Primate

Primate
May 11th 2023

In Fredrick Wiseman’s 1974 documentary, Primate, a group of scientists sit around a table discussing the point of their research. “You can’t always look for the applied value of research”, says one of them. “This will benefit society in the long term .‌ . . All research is useful.”

Wiseman’s unflinching film takes us through a range of experiments on nonhuman primates, some surprising and comedic and others breathtakingly horrific. The site of the film is the Yerkes National Primate Research Center in Atlanta, Georgia, renamed the Emory National Primate Research Center as of 2022 due to its founder Robert Yerkes’s past endorsement of eugenics. It is the oldest of seven primate research centers funded by the National Institutes of Health.
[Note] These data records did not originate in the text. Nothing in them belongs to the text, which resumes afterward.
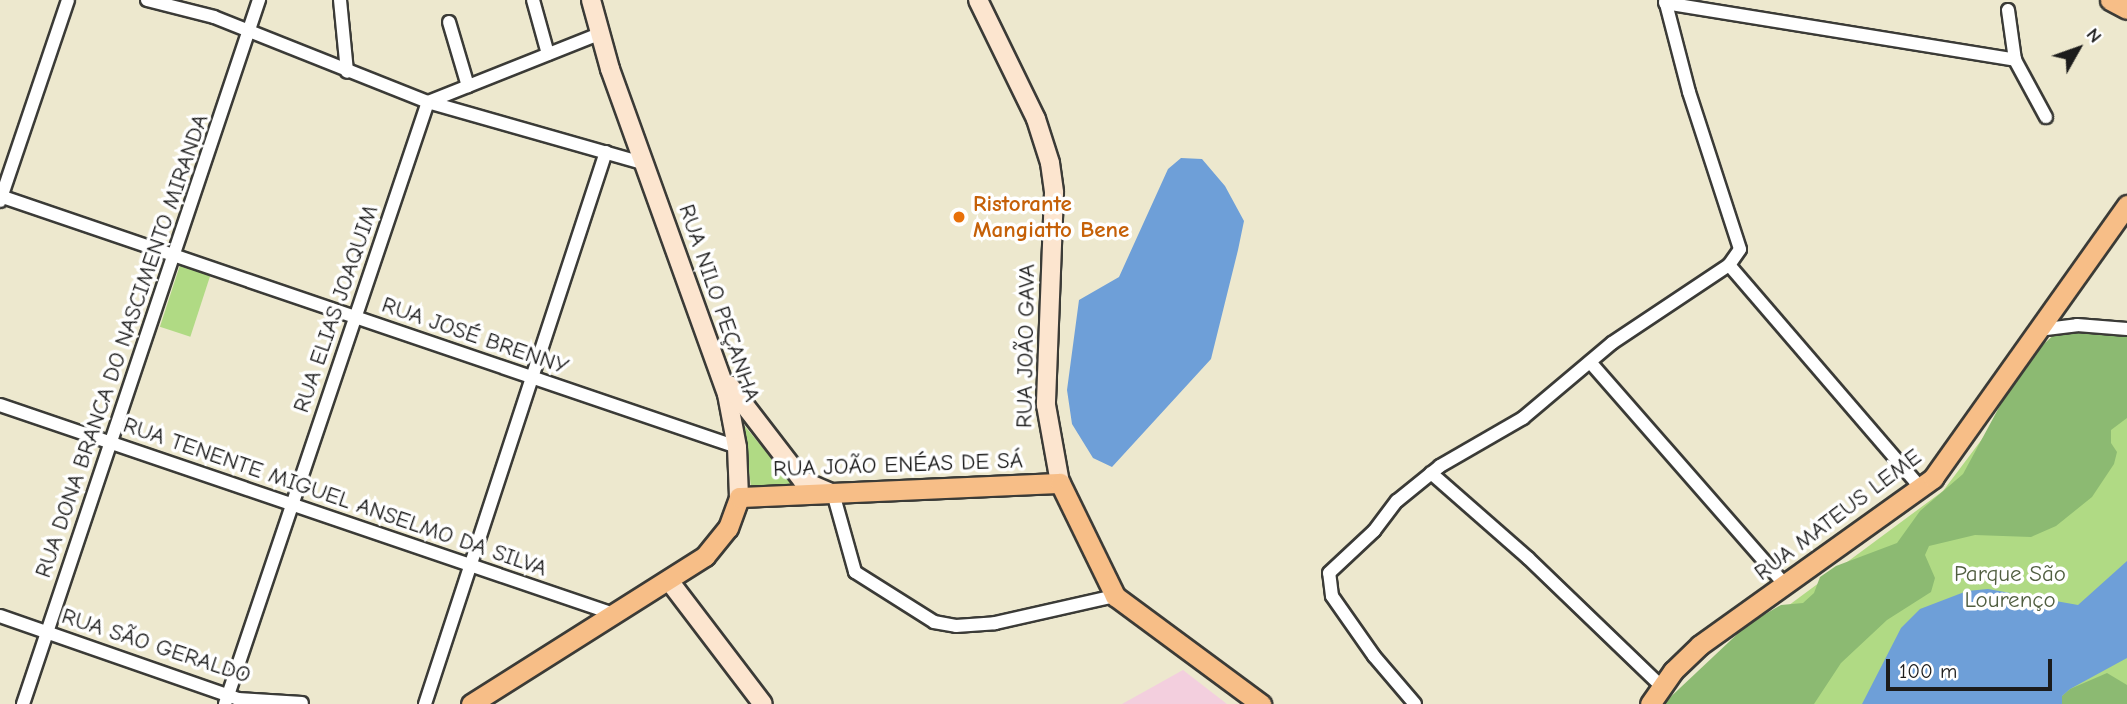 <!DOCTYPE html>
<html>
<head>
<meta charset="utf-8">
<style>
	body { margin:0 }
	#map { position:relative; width:2127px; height:704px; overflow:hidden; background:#ede8ce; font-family:"Comic Neue",sans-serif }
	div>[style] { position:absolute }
	.built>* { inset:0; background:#f3cfde }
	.green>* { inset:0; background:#b0da84; transform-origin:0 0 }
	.forest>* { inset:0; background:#8cba72 }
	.water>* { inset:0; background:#6e9fd8 }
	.roads { filter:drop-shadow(2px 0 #3b3b37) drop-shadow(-2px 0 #3b3b37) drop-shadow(0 2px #3b3b37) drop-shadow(0 -2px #3b3b37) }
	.street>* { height:12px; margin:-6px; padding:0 6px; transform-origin:6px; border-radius:6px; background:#fff }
	.secondary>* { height:18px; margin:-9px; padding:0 9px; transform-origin:9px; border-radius:9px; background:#fce5cf }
	.primary>* { height:19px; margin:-9.5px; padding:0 9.5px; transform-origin:9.5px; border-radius:9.5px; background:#f7be87 }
	.dots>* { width:19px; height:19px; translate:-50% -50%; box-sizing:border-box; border:4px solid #fff; border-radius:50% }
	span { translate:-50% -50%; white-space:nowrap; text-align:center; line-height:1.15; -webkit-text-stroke:7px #fff; paint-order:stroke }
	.food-label { font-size:23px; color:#c56008; font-weight:700 }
	.left { translate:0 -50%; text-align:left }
	.street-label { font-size:23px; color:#1c1c1c }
	.park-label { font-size:23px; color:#505e40 }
	.north { position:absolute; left:2043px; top:14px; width:70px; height:70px; -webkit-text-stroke:5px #fff; paint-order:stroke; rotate:50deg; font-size:19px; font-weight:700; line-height:28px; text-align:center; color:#1c1c1c }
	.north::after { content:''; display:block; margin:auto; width:24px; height:32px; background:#1c1c1c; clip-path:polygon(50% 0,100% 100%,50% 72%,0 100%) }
	.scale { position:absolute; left:1886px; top:659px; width:166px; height:32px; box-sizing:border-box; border:4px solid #1c1c1c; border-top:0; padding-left:9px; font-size:21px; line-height:24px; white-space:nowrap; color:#1c1c1c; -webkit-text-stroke:5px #fff; paint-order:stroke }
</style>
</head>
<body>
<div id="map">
	<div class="built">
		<i style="clip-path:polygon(1183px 670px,1227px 704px,1122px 704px)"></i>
	</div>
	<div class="green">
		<i style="left:180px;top:265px;width:32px;height:65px;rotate:18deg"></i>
		<i style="clip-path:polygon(2127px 338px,2127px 704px,1676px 704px,1723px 654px,1943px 491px,2046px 354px)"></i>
		<i style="clip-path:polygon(743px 424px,796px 488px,751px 487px)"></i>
	</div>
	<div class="forest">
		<i style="clip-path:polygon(2085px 318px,2127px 325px,2127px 418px,2111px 430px,2111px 443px,2117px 452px,2114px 464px,2092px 497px,2056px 526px,2031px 537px,1975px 535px,1929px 546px,1925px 555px,1935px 578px,1931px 592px,1887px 620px,1841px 663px,1814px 704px,1663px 704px,1748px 624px,1781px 605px,1803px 603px,1814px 593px,1820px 577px,1836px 566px,1897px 543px,1920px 511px,1963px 474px,2023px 363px,2069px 321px)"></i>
		<i style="clip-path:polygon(2107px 673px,2127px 685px,2127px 704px,2062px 704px,2062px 696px,2070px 689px)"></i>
	</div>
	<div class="water">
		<i style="clip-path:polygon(1181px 158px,1202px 159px,1225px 186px,1244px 221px,1238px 250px,1211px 359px,1112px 467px,1093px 458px,1072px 424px,1067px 390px,1079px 300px,1119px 277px,1168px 169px)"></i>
		<i style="clip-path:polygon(2127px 561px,2127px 658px,2070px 689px,2062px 696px,2062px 704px,1862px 704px,1901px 628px,1920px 609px,1967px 591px,1988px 589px,2078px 605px)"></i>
	</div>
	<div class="roads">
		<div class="street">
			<i style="left:147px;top:0;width:69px;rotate:14.2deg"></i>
			<i style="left:214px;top:17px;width:230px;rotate:21.7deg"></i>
			<i style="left:428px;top:102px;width:226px;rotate:15.9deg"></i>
			<i style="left:340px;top:0;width:72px;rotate:84.4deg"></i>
			<i style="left:533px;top:0;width:56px;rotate:74.5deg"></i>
			<i style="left:1665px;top:3px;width:355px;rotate:9.2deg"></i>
			<i style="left:2008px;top:10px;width:50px;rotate:82deg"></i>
			<i style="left:2015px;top:60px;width:65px;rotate:61.5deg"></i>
			<i style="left:449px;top:22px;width:67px;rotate:73.5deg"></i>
			<i style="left:0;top:196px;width:779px;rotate:18.81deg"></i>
			<i style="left:0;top:201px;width:212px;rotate:-71.3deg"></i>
			<i style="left:1729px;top:265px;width:294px;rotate:49.3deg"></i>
			<i style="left:2038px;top:330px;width:39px;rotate:-7deg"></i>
			<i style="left:2077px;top:325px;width:50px;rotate:4.6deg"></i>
			<i style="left:1590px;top:362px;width:298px;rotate:48.8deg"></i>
			<i style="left:0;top:405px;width:652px;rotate:18.8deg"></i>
			<i style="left:1431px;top:473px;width:129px;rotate:41.2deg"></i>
			<i style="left:1528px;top:558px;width:185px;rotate:43.9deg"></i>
			<i style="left:833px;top:493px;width:82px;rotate:74.4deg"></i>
			<i style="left:855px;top:572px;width:93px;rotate:32.3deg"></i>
			<i style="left:934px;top:622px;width:22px;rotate:10deg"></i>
			<i style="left:956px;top:626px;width:39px;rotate:-4deg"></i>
			<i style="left:995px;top:623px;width:123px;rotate:-12.7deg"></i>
			<i style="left:0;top:616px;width:252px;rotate:19.2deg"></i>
			<i style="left:238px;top:699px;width:64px;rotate:3.6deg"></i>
			<i style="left:23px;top:704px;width:743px;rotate:-71.47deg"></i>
			<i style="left:225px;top:704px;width:635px;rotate:-71.37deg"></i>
			<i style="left:428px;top:102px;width:184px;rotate:-21.7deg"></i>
			<i style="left:425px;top:704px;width:581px;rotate:-71.85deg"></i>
			<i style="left:1415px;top:704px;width:63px;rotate:-130.5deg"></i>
			<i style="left:1374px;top:656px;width:73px;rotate:-125deg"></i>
			<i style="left:1332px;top:596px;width:23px;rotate:-97deg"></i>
			<i style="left:1329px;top:573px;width:62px;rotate:-43deg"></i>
			<i style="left:1374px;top:531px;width:38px;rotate:-53deg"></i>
			<i style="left:1397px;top:501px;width:55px;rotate:-39.1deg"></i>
			<i style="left:1440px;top:466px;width:96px;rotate:-30deg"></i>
			<i style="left:1523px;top:418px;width:116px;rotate:-40.1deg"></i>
			<i style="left:1612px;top:343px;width:141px;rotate:-33.7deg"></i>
			<i style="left:1729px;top:265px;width:19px;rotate:-55deg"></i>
			<i style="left:1740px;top:249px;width:165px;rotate:-108deg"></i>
			<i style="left:1689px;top:92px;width:95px;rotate:-104.6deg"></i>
		</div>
		<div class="secondary">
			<i style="left:591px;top:0;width:72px;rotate:74.6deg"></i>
			<i style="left:610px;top:69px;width:345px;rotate:70.2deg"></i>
			<i style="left:727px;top:394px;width:54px;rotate:79.3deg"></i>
			<i style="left:737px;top:447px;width:50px;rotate:87.7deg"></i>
			<i style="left:978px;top:0;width:132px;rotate:64deg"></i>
			<i style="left:1036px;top:119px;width:46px;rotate:72.3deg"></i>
			<i style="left:1050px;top:163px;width:30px;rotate:82deg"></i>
			<i style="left:1054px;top:193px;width:212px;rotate:92.2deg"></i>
			<i style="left:1046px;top:405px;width:79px;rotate:79.8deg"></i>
			<i style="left:729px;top:385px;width:121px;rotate:52.4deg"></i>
			<i style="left:803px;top:481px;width:28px;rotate:23deg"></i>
			<i style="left:670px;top:582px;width:153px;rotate:52.7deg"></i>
		</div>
		<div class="primary">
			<i style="left:2110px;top:0;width:19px;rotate:28deg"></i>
			<i style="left:471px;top:704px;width:277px;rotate:-32.3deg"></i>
			<i style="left:705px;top:556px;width:36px;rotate:-51deg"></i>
			<i style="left:728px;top:528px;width:33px;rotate:-70deg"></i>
			<i style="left:739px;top:497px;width:321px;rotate:-2.5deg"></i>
			<i style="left:1060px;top:483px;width:126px;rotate:64deg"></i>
			<i style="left:1115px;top:596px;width:182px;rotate:36.5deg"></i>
			<i style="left:1650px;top:704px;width:40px;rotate:-55.1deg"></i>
			<i style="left:1673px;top:671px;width:37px;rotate:-44deg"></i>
			<i style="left:1700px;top:645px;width:287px;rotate:-35.6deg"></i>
			<i style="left:1933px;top:478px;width:335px;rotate:-54.6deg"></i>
		</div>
	</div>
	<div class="dots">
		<i style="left:959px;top:217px;background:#e8710a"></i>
	</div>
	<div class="food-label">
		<span class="left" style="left:973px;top:217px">Ristorante<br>Mangiatto Bene</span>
	</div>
	<div class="street-label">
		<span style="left:719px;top:303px;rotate:71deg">RUA NILO PEÇANHA</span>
		<span style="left:336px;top:309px;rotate:-71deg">RUA ELIAS JOAQUIM</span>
		<span style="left:475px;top:336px;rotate:19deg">RUA JOSÉ BRENNY</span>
		<span style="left:122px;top:346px;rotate:-71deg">RUA DONA BRANCA DO NASCIMENTO MIRANDA</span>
		<span style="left:1026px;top:346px;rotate:-89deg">RUA JOÃO GAVA</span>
		<span style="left:898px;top:465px;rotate:-2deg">RUA JOÃO ENÉAS DE SÁ</span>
		<span style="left:335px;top:497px;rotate:19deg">RUA TENENTE MIGUEL ANSELMO DA SILVA</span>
		<span style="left:1838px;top:515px;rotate:-37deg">RUA MATEUS LEME</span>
		<span style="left:156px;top:646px;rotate:18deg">RUA SÃO GERALDO</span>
	</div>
	<div class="park-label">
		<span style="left:2010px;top:587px">Parque São<br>Lourenço</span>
	</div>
	<div class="north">N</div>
	<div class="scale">100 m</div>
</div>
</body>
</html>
The meat of Wiseman’s film, which helped spark protests against the center and its activities upon its release, is a quiet observation of experiments that are tantamount to torture. The film begins with a doctor, pipe in hand, discussing mating. He stands in front of a photo of one ape behind another. “This is the most common position,” he dryly observes. He goes on to explain that gorillas aren’t nearly as “sexy” as chimps. This scene, almost indistinguishable from a film by Albert Brooks or Christopher Guest, quickly gives way to a litany of atrocities. Primates are stimulated with electric shocks to copulate and ejaculate, artificially inseminated, and placed in centrifuges for g-force testing.

In what is perhaps the film’s most violent and unsettling moment, a small monkey is weighed and placed on a steel table. Its abdomen is quickly and roughly cut open. In closeup, the heart still pumps in its spread-chest cavity before it is punctured, spurting blood. We see the creature's lifeless eyes. “I’m going to remove the brain right away,” says the doctor. The skull is broken open like an entree at a seafood restaurant, and the tiny brain is dropped in a jar. The brain is then set in a vice-like contraption with the monkey's face still attached. Tiny, flat sheets of the brain are removed and placed on glass slides and finally under a microscope. As one of the scientists examines the slide he remarks, “That is beautiful.”

While scenes of scientists flying in zero gravity and a doctor cradling a monkey in a rocking chair give a human face to the documentary and lend it moments of less chilling absurdity, in the end, these images only serve to reinforce the madness at the film’s core. As of January 2023, the FDA no longer requires that all drugs be tested on animals before beginning human trials, but this is only part of the picture. The activities at Emory National Primate Research Center are a continuing reality, not just a nightmare from the past: In 2020 the center used 1,485 nonhuman primates in experiments, according to PETA. The center still continues to conduct experiments on addiction and the effects of psychological distress on primates, and—with Emory University as one of the top recipients of federal research funding—your tax dollars are helping.

Primate screens tonight, May 11, in 16mm at Film at Lincoln Center as part of “The World of Apichatpong Weerasethakul.”